A lei prevê que a capacidade das pessoas coletivas “abrange todos os direitos e obrigações necessários ou convenientes à prossecução dos seus fins”, ressalvando “os direitos e obrigações vedados por lei ou que sejam inseparáveis da personalidade singular” (art.160.º, n.ºs 1 e 2, do Cód. Civil). O mesmo é dizer que não é configurável a violação da integridade física e psíquica (estado psicológico, emocional e anímico) da pessoa coletiva, por serem estas características privativas dos animais sencientes. Deve, pois, entender-se que, para que se possa reconhecer a uma pessoa incorpórea o direito a uma indemnização por danos não patrimoniais, o facto dito danoso deve ter sempre uma repercussão negativa (ou a sua possibilidade) na prossecução do seu fim (escopo), o que significa, sendo este lucrativo, uma repercussão de âmbito patrimonial (como ocorre com a ofensa à boa reputação da sociedade comercial) – cfr. os Acs. do STJ de 09-07-2014 (366/12.OTVLSB.L1.S1), do TRG de 16-02-2017 (364/12.3TCGMR.G1), do TRC de 27-04-2017 (289/14.8T8FND.C1), do TRL de 18-02-2014 (366/12.0TVLSB.L1-7) e do TRE de 28-09-2017 (772/12.0TBMMN.E1).
Ora, dos factos provados não resulta que um direito absoluto ou interesse juridicamente tutelado da autora tenham sido ofendidos pela ré e, por consequência, que uma putativa ofensa a uma posição jurídica não patrimonial da demandante tenha tido uma repercussão de âmbito patrimonial. Tanto basta que se conclua pela improcedência deste pedido.

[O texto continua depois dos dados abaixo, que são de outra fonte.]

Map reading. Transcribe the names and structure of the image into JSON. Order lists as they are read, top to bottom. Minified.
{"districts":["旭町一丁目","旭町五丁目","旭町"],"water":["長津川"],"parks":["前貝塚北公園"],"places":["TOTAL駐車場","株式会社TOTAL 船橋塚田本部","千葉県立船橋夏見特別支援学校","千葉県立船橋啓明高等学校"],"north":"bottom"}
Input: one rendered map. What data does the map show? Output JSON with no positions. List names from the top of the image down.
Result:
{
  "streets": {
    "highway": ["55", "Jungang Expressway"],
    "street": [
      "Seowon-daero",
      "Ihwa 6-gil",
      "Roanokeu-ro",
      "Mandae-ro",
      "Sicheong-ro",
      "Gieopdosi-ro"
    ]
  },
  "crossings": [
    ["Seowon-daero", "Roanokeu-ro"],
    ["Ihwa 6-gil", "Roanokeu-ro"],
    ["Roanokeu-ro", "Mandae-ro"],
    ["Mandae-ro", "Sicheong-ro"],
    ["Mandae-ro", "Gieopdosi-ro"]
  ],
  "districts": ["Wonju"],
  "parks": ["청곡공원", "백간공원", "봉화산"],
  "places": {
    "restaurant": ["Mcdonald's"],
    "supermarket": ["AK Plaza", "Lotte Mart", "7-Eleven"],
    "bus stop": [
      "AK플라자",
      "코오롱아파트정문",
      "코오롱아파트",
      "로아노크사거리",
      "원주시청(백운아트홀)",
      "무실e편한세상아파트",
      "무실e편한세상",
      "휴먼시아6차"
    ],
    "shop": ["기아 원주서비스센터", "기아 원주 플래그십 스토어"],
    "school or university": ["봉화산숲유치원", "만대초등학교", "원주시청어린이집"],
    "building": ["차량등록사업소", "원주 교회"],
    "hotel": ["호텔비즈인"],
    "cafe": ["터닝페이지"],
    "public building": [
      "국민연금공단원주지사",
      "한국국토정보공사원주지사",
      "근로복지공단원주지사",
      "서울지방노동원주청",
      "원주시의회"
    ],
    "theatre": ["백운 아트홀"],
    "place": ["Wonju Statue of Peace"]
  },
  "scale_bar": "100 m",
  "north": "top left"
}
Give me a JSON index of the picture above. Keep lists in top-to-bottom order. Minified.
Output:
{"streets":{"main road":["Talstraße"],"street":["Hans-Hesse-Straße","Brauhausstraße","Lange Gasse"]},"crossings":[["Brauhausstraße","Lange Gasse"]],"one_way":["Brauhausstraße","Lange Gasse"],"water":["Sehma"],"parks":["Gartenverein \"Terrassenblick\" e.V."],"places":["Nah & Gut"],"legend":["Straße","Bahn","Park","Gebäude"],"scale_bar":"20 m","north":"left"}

Convém, antes de encerrarmos este capítulo, sublinhar que a afetação do estado psíquico do legal representante da pessoa coletiva não constitui um dano desta – cfr. o Ac. do TRG de 08-04-2021 (5282/19.1T8GMR.G1). Seria absurdo admitir que, pelo sofrimento causado ao administrador ou gerente, a sociedade embolsasse uma indemnização, para depois a distribuir aos titulares de participações sociais como dividendos. Note-se que não consta sequer dos factos provados que o legal representante da autora seja também sócio na mesma – o que, ainda assim, não relevaria: Ac. do TRP de 05-04-2011 (530/08.6 TBBAO.P1).
Poder-se-á equacionar, no limite, a atribuição de um direito de indemnização ao legal representante (terceiro), nos quadros da invocação de danos indiretos ou puramente patrimoniais. Mas este não é o caso tratado nos autos.
Em suma, é manifestamente improcedente o pedido em análise.
1.3. Indemnização pela insatisfação do prazo de pré-aviso
O n.º 1 do art.º 29.º do RJCA (falta de pré-aviso) dispõe que “quem denunciar o contrato sem respeitar os prazos referidos no artigo anterior é obrigado a indemnizar o outro contraente pelos danos causados pela falta de pré-aviso”. Por seu turno, o n.º 2 do mesmo artigo reza: “O agente poderá exigir, em vez desta indemnização, uma quantia calculada com base na remuneração média mensal auferida no decurso do ano precedente, multiplicada pelo tempo em falta; se o contrato durar há menos de um ano, atender-se-á à remuneração média mensal auferida na vigência do contrato”.
O contrato de agência subscrito pelas partes foi celebrado por tempo indeterminado, conforme consta da sua cláusula 8.º, n.º 1, referida no ponto 9 – sobre esta problemática, cfr o Ac. do STJ de 27-10-2016 (7313/13.0T2SNT.L1.S1). As partes fixaram o prazo de três meses (considerando a duração que o contrato atingiu, conforme decorre do ponto 9 – factos provados) para o pré-aviso da denúncia, em termos paralelos aos previstos no art.º 28.º do RJCA. Resulta claro dos factos provados a inexistência de pré-aviso na denúncia operada pela ré.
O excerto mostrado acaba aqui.